Strings

Strings are the usual "-delimited sequences of “characters”, here, Unicode code points. Normal escape sequences are available: \n, \t etc. and \u... (for up to four digit hex sequences) and \U... (for up to eight digit hex sequences).

There is an additional \x.. (for up to two digit hex sequences) which is only useful for constructing non-UTF-8 pathnames.

Multi-line strings are perfectly reasonable.

strings.idio
s1 := "hello\nworld"

s2 := "hello
world"

printf "Does <<%s>> equal? <<%s>>? %s\n" s1 s2 (equal? s1 s2)

;; enter one directly (source files are UTF-8)
s1 = "ħello"

;; or using an escape sequence
s2 = "\u0127ello"

printf "Does <<%s>> equal? <<%s>>? %s\n" s1 s2 (equal? s1 s2)

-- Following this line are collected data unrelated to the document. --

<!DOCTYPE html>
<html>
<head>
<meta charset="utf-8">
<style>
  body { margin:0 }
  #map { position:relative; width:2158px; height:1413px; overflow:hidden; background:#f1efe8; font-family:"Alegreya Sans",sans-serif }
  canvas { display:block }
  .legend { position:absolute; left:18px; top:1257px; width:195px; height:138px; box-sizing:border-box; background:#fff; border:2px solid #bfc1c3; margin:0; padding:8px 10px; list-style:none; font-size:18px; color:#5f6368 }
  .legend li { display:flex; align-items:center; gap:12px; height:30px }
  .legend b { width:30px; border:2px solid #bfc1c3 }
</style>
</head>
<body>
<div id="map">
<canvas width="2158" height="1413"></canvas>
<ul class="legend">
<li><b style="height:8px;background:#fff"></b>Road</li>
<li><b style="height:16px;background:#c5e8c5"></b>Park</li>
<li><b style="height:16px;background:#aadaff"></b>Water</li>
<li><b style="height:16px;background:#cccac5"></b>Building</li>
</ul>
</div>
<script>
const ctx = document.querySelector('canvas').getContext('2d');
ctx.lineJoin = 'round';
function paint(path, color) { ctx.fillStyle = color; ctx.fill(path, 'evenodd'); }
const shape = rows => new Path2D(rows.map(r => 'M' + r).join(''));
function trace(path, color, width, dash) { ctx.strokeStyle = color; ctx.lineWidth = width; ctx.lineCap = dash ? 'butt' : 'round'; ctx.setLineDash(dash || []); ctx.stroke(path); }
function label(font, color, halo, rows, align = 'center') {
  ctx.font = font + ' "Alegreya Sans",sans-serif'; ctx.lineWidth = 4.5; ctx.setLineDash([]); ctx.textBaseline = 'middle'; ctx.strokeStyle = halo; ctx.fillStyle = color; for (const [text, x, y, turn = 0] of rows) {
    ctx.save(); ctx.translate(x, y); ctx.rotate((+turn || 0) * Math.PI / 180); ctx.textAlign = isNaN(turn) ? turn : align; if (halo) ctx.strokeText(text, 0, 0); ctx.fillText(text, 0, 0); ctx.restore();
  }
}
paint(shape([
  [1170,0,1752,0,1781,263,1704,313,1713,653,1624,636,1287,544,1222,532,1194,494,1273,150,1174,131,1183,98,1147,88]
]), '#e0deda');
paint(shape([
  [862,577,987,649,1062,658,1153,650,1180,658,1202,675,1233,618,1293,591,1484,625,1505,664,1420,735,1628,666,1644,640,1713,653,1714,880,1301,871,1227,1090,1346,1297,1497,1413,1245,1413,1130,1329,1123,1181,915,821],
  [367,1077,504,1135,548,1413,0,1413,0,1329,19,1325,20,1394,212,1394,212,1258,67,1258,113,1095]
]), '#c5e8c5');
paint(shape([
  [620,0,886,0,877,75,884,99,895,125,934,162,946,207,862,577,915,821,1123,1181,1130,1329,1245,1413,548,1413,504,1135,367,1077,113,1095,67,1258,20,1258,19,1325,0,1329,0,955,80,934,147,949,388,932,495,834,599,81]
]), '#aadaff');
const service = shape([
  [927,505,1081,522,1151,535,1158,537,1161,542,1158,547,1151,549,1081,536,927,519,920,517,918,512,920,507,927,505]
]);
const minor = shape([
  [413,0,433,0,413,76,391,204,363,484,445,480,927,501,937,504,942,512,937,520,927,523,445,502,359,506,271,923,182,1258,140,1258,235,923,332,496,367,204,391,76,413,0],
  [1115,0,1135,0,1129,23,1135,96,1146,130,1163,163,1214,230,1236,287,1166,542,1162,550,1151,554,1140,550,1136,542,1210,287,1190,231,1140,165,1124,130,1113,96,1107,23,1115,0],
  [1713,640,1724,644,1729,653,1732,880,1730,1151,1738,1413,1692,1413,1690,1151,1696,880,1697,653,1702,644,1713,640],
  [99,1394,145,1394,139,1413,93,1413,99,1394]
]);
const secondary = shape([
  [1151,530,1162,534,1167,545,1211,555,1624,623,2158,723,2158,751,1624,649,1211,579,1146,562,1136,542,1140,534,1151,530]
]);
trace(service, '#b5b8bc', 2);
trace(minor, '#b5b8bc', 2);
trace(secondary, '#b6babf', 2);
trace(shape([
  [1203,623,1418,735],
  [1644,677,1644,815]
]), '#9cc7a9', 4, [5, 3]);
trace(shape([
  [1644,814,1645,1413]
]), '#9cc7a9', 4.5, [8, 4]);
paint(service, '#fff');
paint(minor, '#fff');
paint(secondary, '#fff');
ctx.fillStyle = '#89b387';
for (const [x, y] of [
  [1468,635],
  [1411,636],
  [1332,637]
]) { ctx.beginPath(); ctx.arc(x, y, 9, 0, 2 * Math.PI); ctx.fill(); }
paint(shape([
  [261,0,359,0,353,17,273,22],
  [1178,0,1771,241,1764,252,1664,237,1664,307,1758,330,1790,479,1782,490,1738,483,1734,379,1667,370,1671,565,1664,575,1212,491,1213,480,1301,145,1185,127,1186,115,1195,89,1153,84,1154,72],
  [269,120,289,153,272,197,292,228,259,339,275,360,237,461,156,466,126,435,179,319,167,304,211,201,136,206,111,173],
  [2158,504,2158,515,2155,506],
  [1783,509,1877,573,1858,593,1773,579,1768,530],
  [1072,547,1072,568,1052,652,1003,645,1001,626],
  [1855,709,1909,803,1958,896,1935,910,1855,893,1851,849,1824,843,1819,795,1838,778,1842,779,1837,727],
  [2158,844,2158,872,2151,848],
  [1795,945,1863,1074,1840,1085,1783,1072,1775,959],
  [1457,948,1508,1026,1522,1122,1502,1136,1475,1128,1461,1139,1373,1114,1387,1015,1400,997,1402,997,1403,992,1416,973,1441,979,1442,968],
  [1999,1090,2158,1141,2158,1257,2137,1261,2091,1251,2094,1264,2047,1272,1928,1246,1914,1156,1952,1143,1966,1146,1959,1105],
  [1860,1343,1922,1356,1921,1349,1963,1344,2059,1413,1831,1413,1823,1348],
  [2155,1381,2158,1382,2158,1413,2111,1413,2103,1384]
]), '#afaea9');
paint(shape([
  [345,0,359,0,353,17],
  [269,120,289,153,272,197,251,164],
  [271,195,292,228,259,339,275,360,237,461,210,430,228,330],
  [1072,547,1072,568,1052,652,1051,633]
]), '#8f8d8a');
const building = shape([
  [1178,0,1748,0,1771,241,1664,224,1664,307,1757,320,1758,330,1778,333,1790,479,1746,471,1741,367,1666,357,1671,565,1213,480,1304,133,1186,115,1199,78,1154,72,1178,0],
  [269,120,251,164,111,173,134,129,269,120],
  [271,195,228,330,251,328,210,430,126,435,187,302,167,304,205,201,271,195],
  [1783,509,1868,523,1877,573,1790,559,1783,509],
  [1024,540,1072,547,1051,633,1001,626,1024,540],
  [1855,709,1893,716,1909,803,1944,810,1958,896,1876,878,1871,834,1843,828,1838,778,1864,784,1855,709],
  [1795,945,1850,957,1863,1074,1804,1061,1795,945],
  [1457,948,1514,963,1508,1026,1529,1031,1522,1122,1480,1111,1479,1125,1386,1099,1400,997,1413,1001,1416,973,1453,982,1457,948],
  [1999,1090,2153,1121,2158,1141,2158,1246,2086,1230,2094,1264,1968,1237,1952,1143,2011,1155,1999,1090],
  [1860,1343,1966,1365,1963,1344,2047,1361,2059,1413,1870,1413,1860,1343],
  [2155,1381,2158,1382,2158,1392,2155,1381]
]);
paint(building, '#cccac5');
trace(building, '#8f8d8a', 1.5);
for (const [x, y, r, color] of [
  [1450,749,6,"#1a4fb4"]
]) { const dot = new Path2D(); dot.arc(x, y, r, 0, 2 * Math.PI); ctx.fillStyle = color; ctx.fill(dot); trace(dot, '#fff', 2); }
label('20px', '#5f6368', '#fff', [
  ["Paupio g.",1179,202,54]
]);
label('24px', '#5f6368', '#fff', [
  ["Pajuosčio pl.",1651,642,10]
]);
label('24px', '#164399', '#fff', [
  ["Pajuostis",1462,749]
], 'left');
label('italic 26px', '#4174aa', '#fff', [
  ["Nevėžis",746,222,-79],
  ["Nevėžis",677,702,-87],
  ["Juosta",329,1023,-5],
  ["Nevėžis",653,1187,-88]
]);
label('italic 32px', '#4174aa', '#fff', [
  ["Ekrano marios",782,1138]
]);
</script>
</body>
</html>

;; Note that you only need pass as many hex digits as necessary to
;; distinguish the code point so long as the following characters are
;; not possible hex digits.
;;
;; We can't say \u127ello as the "up to four digits" will consume 127e
;; which is ቾ (U+127E ETHIOPIC SYLLABLE CO).
;;
;; In the next example U+0050 LATIN CAPITAL LETTER P can be reduced to
;; \u50 because the next code point is l (U+006C LATIN SMALL LETTER L)
;; which is not a hex digit.
s1 = "\u50lay time!"

;; unicode/describe works for strings too which is helpful when the
;; visual representation is confusing, for example, this is not é
;; (U+00E9 LATIN SMALL LETTER E WITH ACUTE)
unicode/describe "é"
$ idio strings
Does <<hello
world>> equal? <<hello
world>>? #t
Does <<ħello>> equal? <<ħello>>? #t
0065;;Ll;;;;;;;;;;0045;;0045 # Letter Lowercase Alphabetic ASCII_Hex_Digit Uppercase=0045 Titlecase=0045
0301;;Mn;;;;;;;;;;;; # Mark Extend

String Indexing

You can make integer-index accesses of strings which return Unicode code points.

You can capture substrings of strings from an index position p0 through to but excluding another index position (defaulting to the rest of the string).

string-access.idio
s1 := "ħello"

;; s1.0 is slightly slower
printf "first code point is %s (or %s)\n" (string-ref s1 0) s1.0

printf "last code point is %s\n" s1.-1

slen := string-length s1

ss1 := substring s1 1 (slen - 1)

printf "s1 from 1 up to %d is %s\n" (slen - 1) ss1
printf "ss1 is %d code points\n" (string-length ss1)

;; you can loop over the code points in strings
for c in (substring s1 0 3) {
  write c                            ; output a reader-friendly format
  (newline)
}

printf "the first l of %s is at index %d\n" s1 (string-index s1 #\l)
printf "the last l of %s is at index %d\n" s1 (string-rindex s1 #\l)
$ idio string-access
first code point is ħ (or ħ)
last code point is o
s1 from 1 up to 4 is ell
ss1 is 3 code points
#U+0127
#\e
#\l
the first l of ħello is at index 2
the last l of ħello is at index 3

Split/Join/Trim

Idio defaults to shell-like behaviour for splitting strings in that multiple adjacent instances of a delimiter are consumed together giving the sense of splitting a line of text into fields or words. You can, of course, be more exacting than that.

string-parts.idio
;; two SPACEs at start and end and a TAB in the middle
s1 := "  hello       world  "

words := split-string s1 " \t"
printf "words are %s\n" words

;; fields is similar but uses IFS as the delimiter (which defaults to
;; the usual " \t\n") and returns an array with the first element
;; being the original string
printf "fields are %s\n" (fields s1)

printf "joined up words are %s\n" (join-string "-+-" words)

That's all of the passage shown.